Hersh, Seymour Myron, 1937-, American investigative journalist, b. Chicago, grad. Univ. of Chicago (1958). He began his career (1959) at a local news bureau, then became a wire service correspondent, and was press secretary to presidential candidate Eugene
McCarthy. Working as a freelancer, he broke (1969) the story of the
My Lai incident, a civilian massacre during the Vietnam War. This reporting earned him an international reputation and a Pulitzer Prize (1970), and was amplified in the books
My Lai 4 (1970) and
Cover Up (1972).
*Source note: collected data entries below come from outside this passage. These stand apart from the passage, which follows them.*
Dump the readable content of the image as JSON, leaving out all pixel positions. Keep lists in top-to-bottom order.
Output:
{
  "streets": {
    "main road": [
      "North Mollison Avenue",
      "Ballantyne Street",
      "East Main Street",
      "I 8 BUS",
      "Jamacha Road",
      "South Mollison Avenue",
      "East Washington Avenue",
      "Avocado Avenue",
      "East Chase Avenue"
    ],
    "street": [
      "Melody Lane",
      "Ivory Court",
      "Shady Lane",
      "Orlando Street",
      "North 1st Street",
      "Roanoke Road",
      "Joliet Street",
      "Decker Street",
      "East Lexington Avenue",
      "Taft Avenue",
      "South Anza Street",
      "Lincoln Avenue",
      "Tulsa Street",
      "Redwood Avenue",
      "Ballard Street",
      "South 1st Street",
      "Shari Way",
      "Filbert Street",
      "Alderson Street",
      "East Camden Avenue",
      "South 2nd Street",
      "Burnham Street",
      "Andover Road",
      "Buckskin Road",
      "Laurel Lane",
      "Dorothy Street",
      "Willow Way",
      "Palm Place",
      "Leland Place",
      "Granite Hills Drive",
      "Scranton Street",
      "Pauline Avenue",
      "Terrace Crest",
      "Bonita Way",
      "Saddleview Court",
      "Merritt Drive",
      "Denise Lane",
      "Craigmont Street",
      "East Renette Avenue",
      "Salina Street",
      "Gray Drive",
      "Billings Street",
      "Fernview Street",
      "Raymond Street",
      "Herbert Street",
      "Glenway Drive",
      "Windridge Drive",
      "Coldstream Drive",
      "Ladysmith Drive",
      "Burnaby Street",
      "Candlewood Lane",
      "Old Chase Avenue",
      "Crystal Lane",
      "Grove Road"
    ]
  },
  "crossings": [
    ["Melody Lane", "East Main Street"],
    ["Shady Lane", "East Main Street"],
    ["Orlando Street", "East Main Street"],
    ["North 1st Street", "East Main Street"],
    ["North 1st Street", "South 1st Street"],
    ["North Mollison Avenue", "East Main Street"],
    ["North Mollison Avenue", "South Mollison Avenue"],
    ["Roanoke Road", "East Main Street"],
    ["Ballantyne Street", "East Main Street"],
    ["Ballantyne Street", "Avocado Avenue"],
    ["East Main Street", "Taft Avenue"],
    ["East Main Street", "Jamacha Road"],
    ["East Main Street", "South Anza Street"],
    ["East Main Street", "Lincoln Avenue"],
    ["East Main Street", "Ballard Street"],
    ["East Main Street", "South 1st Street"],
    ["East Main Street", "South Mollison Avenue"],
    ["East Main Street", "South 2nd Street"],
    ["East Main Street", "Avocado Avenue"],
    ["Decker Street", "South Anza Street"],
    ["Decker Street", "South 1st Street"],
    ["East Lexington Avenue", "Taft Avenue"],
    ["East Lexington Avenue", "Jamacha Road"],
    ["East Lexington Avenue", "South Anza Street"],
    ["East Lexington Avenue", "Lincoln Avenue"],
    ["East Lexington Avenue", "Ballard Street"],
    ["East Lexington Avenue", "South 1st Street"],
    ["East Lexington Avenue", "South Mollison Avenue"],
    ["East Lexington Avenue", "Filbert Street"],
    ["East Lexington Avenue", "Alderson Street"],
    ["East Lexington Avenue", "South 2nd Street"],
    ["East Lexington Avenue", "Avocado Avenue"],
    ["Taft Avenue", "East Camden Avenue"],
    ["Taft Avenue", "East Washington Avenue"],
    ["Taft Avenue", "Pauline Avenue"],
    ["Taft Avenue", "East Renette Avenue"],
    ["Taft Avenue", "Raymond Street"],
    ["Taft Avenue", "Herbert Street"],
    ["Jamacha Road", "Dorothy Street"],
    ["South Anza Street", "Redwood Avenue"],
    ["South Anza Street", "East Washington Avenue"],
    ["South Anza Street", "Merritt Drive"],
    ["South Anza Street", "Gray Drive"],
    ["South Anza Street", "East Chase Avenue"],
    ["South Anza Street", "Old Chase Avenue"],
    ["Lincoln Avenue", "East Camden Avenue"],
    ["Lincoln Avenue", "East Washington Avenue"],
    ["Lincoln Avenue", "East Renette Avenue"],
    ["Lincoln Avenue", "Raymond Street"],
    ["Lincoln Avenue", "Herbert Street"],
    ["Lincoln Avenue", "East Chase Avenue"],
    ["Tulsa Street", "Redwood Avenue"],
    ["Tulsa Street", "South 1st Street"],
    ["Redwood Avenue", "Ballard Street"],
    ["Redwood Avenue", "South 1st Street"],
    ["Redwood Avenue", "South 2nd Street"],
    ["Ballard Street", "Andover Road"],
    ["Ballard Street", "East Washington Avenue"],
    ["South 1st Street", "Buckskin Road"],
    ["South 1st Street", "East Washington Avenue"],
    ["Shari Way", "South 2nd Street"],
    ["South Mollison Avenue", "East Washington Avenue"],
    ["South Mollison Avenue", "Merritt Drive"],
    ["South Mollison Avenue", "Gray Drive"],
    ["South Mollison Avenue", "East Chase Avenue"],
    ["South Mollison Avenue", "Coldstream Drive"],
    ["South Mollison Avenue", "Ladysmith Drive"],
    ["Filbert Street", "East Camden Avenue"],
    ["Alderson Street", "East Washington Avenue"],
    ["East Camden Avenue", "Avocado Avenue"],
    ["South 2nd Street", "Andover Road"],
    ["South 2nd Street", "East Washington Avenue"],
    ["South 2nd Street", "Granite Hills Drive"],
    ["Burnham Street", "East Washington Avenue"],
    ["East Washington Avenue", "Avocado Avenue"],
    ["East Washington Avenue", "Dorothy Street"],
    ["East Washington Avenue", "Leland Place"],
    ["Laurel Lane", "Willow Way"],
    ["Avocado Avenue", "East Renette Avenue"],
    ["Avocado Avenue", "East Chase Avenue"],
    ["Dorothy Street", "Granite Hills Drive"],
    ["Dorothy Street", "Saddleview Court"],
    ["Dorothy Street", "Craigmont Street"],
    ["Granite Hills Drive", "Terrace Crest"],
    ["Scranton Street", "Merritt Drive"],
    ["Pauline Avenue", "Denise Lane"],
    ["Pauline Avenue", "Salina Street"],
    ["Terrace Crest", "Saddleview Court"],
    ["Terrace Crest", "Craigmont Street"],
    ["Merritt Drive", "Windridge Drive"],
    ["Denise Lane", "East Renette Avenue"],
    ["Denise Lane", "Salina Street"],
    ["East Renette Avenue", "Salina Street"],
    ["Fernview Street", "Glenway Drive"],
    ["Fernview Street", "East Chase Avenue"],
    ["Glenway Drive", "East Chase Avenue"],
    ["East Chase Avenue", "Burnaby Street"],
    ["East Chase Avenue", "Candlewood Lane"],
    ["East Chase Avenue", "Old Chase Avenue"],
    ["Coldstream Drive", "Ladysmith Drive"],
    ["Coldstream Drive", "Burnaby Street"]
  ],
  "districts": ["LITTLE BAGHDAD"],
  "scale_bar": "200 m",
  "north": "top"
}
Hersh subsequently worked for the New York
Times (1972-75, 1979), covering the
Watergate affair, the CIA's role in domestic spying and the overthrow of Chile's President
Allende, the downing of Korean Airlines Flight 007, and the India-Pakistan conflict. His reporting on the Nixon administration led to
The Price of Power (1983), a scathing portrait of Henry
Kissinger. A contributor to the
New Yorker since 1993, Hersh has written extensively about post-9/11 America, the Bush administration, national security, and the wars in Afghanistan and Iraq; in 2004 he broke the Abu Ghraib prisoner abuse story. Many of these articles were collected in
Chain of Command (2004).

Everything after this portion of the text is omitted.